Q_c tends to become equal to K_c. For this, its value should decrease. Hence, the concentration of C and D will decrease and that of A and B will increase.

This indicates that reaction will shift in backward direction.

Case 2: If Q_c < K_c

Q_c tends to become equal to K_c. For this, its value should increase. Hence, the concentration of C and D will increase and that of A and B will decrease.

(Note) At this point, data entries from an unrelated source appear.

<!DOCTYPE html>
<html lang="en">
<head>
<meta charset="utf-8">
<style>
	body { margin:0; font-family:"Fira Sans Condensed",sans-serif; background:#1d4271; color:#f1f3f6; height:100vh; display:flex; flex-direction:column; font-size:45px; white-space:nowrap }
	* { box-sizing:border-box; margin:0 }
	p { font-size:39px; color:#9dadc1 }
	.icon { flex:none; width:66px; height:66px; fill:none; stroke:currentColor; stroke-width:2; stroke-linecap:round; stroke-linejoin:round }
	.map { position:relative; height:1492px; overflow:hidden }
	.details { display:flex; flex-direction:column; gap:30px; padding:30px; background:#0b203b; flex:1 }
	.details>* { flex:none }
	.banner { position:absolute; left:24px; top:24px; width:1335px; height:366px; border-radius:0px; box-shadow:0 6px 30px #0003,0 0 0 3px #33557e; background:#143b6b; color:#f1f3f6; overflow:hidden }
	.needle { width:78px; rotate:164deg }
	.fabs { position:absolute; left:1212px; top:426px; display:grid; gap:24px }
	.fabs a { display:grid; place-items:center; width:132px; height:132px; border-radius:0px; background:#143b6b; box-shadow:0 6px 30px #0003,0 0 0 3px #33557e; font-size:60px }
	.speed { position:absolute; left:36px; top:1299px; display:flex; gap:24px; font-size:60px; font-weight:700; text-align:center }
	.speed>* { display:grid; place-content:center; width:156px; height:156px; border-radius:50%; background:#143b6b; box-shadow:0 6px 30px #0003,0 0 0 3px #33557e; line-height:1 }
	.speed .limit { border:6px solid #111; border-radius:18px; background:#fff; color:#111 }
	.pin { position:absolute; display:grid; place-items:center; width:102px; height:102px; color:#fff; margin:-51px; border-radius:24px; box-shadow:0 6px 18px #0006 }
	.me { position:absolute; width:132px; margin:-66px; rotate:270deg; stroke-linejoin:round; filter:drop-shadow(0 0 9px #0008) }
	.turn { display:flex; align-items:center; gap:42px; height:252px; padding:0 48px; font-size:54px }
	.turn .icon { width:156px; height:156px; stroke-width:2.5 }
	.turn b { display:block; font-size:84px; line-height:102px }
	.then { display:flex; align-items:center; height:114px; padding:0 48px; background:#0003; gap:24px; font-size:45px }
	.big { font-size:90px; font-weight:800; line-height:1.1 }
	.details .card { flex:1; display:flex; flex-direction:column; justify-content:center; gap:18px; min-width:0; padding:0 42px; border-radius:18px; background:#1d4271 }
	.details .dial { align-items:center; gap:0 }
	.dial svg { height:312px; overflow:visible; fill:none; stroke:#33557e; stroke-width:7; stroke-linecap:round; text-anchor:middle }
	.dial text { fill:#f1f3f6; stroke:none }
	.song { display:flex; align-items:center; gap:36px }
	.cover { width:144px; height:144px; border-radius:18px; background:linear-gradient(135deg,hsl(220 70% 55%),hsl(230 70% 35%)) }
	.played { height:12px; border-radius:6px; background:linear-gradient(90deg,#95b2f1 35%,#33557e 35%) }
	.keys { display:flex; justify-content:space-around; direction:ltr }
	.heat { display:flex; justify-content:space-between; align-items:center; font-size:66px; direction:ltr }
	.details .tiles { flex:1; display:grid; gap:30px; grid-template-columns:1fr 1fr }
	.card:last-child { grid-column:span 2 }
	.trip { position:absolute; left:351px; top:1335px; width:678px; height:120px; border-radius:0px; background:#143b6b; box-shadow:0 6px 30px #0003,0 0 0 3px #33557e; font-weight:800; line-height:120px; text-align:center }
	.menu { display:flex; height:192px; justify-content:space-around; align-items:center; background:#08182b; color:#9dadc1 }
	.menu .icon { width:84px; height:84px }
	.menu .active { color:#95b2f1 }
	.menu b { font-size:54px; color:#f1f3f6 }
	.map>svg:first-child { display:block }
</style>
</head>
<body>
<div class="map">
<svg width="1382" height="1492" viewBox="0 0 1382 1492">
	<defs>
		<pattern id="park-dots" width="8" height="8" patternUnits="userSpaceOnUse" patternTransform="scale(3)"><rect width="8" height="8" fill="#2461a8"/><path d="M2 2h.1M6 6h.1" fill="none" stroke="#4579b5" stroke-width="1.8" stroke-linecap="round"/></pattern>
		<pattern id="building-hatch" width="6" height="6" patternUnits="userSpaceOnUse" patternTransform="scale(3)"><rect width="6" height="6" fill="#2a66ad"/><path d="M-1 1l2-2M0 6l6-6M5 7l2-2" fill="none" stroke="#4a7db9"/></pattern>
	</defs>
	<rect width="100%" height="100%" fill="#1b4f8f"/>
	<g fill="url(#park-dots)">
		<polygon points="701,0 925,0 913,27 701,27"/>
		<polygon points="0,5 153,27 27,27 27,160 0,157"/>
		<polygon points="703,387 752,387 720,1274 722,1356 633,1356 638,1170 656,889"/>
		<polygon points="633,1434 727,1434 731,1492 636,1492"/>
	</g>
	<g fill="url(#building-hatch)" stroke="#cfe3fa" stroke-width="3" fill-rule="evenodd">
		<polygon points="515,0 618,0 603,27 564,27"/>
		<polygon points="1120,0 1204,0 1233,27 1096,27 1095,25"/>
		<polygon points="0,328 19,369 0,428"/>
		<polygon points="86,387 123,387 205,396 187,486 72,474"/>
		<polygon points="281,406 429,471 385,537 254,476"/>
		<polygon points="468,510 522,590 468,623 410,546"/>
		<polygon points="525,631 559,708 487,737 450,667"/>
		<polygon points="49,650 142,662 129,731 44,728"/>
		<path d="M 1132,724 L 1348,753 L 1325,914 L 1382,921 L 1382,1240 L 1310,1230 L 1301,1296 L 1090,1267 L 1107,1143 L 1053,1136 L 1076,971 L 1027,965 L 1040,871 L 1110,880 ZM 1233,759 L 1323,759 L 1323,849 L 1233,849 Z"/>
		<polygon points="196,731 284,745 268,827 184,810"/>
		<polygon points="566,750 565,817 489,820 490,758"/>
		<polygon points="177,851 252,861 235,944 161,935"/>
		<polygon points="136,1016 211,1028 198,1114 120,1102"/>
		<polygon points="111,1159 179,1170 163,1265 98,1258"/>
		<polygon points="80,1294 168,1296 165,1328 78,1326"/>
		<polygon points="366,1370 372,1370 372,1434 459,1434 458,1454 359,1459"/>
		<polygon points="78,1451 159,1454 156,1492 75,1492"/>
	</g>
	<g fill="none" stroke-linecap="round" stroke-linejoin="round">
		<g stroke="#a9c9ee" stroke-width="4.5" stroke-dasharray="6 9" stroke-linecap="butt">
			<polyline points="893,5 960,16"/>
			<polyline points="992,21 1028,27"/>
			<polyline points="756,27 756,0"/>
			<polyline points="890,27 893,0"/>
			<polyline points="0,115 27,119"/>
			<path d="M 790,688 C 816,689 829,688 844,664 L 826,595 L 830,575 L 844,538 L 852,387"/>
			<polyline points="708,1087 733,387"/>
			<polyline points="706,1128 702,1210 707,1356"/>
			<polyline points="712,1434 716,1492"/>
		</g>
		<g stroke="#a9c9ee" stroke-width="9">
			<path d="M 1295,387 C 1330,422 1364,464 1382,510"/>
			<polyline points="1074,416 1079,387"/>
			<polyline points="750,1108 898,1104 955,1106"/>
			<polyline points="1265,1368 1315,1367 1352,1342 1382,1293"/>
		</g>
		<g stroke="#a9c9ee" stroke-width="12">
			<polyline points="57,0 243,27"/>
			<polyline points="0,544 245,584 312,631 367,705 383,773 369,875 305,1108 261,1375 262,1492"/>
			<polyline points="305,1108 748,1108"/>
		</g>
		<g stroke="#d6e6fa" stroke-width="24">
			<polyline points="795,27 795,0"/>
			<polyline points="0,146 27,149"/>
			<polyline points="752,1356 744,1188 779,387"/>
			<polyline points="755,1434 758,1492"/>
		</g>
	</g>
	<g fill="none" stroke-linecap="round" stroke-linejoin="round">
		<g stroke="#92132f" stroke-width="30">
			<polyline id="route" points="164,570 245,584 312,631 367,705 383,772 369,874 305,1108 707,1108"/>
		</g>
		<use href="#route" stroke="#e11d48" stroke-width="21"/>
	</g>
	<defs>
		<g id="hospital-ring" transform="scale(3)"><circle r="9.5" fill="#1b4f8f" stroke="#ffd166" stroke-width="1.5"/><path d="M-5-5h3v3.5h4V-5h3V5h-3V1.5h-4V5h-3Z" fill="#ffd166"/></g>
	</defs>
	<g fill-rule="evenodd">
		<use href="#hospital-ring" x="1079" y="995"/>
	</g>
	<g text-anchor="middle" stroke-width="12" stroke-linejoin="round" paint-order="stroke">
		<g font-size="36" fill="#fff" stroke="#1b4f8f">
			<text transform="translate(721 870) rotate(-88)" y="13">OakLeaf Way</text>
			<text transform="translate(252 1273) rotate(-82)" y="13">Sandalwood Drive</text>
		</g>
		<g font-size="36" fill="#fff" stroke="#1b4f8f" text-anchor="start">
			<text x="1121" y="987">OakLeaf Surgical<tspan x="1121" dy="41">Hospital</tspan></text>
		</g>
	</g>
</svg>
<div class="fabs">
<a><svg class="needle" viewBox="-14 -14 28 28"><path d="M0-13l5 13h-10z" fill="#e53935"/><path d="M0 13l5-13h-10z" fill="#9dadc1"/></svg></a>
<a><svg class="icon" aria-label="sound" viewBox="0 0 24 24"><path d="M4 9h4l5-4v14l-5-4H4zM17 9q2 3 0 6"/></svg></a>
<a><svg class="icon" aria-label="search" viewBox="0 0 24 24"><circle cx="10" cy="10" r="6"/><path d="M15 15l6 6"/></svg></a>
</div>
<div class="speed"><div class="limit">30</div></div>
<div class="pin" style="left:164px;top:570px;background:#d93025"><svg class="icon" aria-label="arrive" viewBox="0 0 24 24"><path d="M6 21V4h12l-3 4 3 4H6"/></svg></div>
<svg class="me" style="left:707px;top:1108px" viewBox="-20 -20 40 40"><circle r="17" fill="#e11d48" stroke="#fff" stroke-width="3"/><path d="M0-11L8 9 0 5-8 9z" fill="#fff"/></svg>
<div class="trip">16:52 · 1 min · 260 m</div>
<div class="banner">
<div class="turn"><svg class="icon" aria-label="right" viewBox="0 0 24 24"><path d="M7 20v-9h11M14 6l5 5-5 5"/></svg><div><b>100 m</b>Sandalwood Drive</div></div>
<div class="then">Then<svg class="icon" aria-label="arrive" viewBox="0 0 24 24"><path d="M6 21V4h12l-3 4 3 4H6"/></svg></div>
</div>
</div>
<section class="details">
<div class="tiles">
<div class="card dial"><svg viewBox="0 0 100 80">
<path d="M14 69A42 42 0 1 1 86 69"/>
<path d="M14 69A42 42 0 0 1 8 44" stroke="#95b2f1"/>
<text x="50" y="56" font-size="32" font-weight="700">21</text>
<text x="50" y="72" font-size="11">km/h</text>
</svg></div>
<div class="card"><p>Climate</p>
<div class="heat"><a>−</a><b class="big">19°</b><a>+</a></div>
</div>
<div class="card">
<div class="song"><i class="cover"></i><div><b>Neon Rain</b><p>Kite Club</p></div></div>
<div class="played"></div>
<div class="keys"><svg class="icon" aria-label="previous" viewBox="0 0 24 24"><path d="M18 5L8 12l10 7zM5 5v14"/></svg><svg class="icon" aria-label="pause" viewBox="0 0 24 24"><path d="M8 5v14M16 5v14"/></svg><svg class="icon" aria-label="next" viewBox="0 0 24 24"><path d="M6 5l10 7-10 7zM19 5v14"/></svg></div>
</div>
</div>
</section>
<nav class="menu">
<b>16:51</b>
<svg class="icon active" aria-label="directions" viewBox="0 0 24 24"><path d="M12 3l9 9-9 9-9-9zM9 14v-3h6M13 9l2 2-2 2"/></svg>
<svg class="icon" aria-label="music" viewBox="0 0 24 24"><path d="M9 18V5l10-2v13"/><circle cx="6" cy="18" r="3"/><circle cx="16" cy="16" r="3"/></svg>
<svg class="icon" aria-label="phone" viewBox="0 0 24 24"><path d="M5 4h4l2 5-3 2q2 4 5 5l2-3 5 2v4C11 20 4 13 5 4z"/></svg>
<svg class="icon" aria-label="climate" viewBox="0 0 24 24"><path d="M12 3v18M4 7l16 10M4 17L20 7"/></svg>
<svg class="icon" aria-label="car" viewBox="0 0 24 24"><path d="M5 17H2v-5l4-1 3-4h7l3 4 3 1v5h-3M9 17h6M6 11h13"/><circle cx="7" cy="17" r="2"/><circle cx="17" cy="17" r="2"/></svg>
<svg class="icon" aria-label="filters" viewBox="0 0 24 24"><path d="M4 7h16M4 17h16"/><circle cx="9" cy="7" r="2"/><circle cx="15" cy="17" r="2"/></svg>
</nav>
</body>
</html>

This indicates that reaction will shift in forward direction.

Case 3: If Q_c = K_c

Reaction has already reached equilibrium.

Question

At 1400 K, K_c = 2.5 x 10^-3 for the reaction:
CH_4(g) + 2H₂S_g ⇌ CS_2(g) + 4H_2(g)
A 10 L reaction vessel at 1400 K contains 2 moles of CH₄, 3 moles of CS₂, 3 moles of H₂ and 4 moles of H₂S. Is the reaction mixture at equilibrium? If not, in which direction does the reaction proceed to reach equilibrium?

$$Q_c=\frac{[C{S}_2][H_2{]}^4}{[C{H}_4][H_{2}S{]}^2}$$

$$Q_c=\frac{(\frac{3}{10})\times (\frac{3}{10}{)}^4}{(\frac{2}{5})\times (\frac{4}{10}{)}^2}=7.5\times {10}^{-2}$$

Here Q_c > K_c. Hence, the reaction will proceed in backward direction to achieve equilibrium.